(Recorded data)
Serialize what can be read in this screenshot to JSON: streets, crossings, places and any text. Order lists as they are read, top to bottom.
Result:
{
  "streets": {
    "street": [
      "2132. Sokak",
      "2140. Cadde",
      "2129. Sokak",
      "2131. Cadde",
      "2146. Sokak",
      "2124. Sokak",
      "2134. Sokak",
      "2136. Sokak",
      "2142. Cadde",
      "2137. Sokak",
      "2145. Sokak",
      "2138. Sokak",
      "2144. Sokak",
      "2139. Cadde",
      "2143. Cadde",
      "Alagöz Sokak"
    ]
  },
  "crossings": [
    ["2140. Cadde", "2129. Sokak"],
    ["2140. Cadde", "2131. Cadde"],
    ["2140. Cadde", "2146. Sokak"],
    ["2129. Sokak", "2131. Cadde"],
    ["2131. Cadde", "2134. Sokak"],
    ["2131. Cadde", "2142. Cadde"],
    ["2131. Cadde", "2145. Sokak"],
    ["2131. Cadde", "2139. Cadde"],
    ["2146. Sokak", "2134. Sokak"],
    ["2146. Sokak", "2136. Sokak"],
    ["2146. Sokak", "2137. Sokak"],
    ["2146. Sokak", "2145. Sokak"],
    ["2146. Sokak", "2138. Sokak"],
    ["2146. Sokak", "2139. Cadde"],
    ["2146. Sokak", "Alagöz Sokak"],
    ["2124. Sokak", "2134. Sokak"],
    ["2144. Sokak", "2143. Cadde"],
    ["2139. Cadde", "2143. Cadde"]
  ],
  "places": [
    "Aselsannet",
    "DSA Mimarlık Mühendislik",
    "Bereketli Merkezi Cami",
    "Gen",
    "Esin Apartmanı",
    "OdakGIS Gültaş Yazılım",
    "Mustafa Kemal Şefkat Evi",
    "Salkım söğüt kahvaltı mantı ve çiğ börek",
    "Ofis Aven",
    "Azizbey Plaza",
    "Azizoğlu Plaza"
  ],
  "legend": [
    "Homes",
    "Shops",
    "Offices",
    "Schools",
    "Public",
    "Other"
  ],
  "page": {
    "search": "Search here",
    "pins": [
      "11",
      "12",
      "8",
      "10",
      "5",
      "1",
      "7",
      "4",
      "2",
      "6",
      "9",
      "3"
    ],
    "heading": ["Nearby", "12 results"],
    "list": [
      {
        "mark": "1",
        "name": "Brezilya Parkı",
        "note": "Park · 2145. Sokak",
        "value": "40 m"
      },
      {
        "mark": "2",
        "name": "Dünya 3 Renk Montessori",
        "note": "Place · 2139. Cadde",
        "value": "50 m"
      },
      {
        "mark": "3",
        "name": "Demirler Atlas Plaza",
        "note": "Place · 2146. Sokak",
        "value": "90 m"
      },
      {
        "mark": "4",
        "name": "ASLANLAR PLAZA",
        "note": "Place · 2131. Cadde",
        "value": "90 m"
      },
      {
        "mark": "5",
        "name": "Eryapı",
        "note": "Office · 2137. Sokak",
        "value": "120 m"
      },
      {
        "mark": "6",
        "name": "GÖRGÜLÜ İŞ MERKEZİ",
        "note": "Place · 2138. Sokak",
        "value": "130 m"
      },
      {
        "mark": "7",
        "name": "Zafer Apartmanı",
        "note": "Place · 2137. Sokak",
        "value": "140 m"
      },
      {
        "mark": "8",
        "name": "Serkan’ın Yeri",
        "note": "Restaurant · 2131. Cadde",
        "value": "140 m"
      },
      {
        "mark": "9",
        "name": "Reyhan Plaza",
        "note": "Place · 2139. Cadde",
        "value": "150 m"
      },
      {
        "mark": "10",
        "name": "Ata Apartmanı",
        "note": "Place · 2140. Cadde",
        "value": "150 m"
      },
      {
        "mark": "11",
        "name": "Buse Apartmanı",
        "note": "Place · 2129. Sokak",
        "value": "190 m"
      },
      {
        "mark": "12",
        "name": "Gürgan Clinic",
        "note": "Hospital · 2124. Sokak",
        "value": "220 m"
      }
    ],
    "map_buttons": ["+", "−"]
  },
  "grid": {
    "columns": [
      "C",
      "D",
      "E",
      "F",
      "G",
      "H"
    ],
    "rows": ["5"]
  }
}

**TASK DIRECTIONS:**
Word for word, restate the lines above.

**SOLUTION:**
Serialize what can be read in this screenshot to JSON: streets, crossings, places and any text. Order lists as they are read, top to bottom.
Result:
{
  "streets": {
    "street": [
      "2132. Sokak",
      "2140. Cadde",
      "2129. Sokak",
      "2131. Cadde",
      "2146. Sokak",
      "2124. Sokak",
      "2134. Sokak",
      "2136. Sokak",
      "2142. Cadde",
      "2137. Sokak",
      "2145. Sokak",
      "2138. Sokak",
      "2144. Sokak",
      "2139. Cadde",
      "2143. Cadde",
      "Alagöz Sokak"
    ]
  },
  "crossings": [
    ["2140. Cadde", "2129. Sokak"],
    ["2140. Cadde", "2131. Cadde"],
    ["2140. Cadde", "2146. Sokak"],
    ["2129. Sokak", "2131. Cadde"],
    ["2131. Cadde", "2134. Sokak"],
    ["2131. Cadde", "2142. Cadde"],
    ["2131. Cadde", "2145. Sokak"],
    ["2131. Cadde", "2139. Cadde"],
    ["2146. Sokak", "2134. Sokak"],
    ["2146. Sokak", "2136. Sokak"],
    ["2146. Sokak", "2137. Sokak"],
    ["2146. Sokak", "2145. Sokak"],
    ["2146. Sokak", "2138. Sokak"],
    ["2146. Sokak", "2139. Cadde"],
    ["2146. Sokak", "Alagöz Sokak"],
    ["2124. Sokak", "2134. Sokak"],
    ["2144. Sokak", "2143. Cadde"],
    ["2139. Cadde", "2143. Cadde"]
  ],
  "places": [
    "Aselsannet",
    "DSA Mimarlık Mühendislik",
    "Bereketli Merkezi Cami",
    "Gen",
    "Esin Apartmanı",
    "OdakGIS Gültaş Yazılım",
    "Mustafa Kemal Şefkat Evi",
    "Salkım söğüt kahvaltı mantı ve çiğ börek",
    "Ofis Aven",
    "Azizbey Plaza",
    "Azizoğlu Plaza"
  ],
  "legend": [
    "Homes",
    "Shops",
    "Offices",
    "Schools",
    "Public",
    "Other"
  ],
  "page": {
    "search": "Search here",
    "pins": [
      "11",
      "12",
      "8",
      "10",
      "5",
      "1",
      "7",
      "4",
      "2",
      "6",
      "9",
      "3"
    ],
    "heading": ["Nearby", "12 results"],
    "list": [
      {
        "mark": "1",
        "name": "Brezilya Parkı",
        "note": "Park · 2145. Sokak",
        "value": "40 m"
      },
      {
        "mark": "2",
        "name": "Dünya 3 Renk Montessori",
        "note": "Place · 2139. Cadde",
        "value": "50 m"
      },
      {
        "mark": "3",
        "name": "Demirler Atlas Plaza",
        "note": "Place · 2146. Sokak",
        "value": "90 m"
      },
      {
        "mark": "4",
        "name": "ASLANLAR PLAZA",
        "note": "Place · 2131. Cadde",
        "value": "90 m"
      },
      {
        "mark": "5",
        "name": "Eryapı",
        "note": "Office · 2137. Sokak",
        "value": "120 m"
      },
      {
        "mark": "6",
        "name": "GÖRGÜLÜ İŞ MERKEZİ",
        "note": "Place · 2138. Sokak",
        "value": "130 m"
      },
      {
        "mark": "7",
        "name": "Zafer Apartmanı",
        "note": "Place · 2137. Sokak",
        "value": "140 m"
      },
      {
        "mark": "8",
        "name": "Serkan’ın Yeri",
        "note": "Restaurant · 2131. Cadde",
        "value": "140 m"
      },
      {
        "mark": "9",
        "name": "Reyhan Plaza",
        "note": "Place · 2139. Cadde",
        "value": "150 m"
      },
      {
        "mark": "10",
        "name": "Ata Apartmanı",
        "note": "Place · 2140. Cadde",
        "value": "150 m"
      },
      {
        "mark": "11",
        "name": "Buse Apartmanı",
        "note": "Place · 2129. Sokak",
        "value": "190 m"
      },
      {
        "mark": "12",
        "name": "Gürgan Clinic",
        "note": "Hospital · 2124. Sokak",
        "value": "220 m"
      }
    ],
    "map_buttons": ["+", "−"]
  },
  "grid": {
    "columns": [
      "C",
      "D",
      "E",
      "F",
      "G",
      "H"
    ],
    "rows": ["5"]
  }
}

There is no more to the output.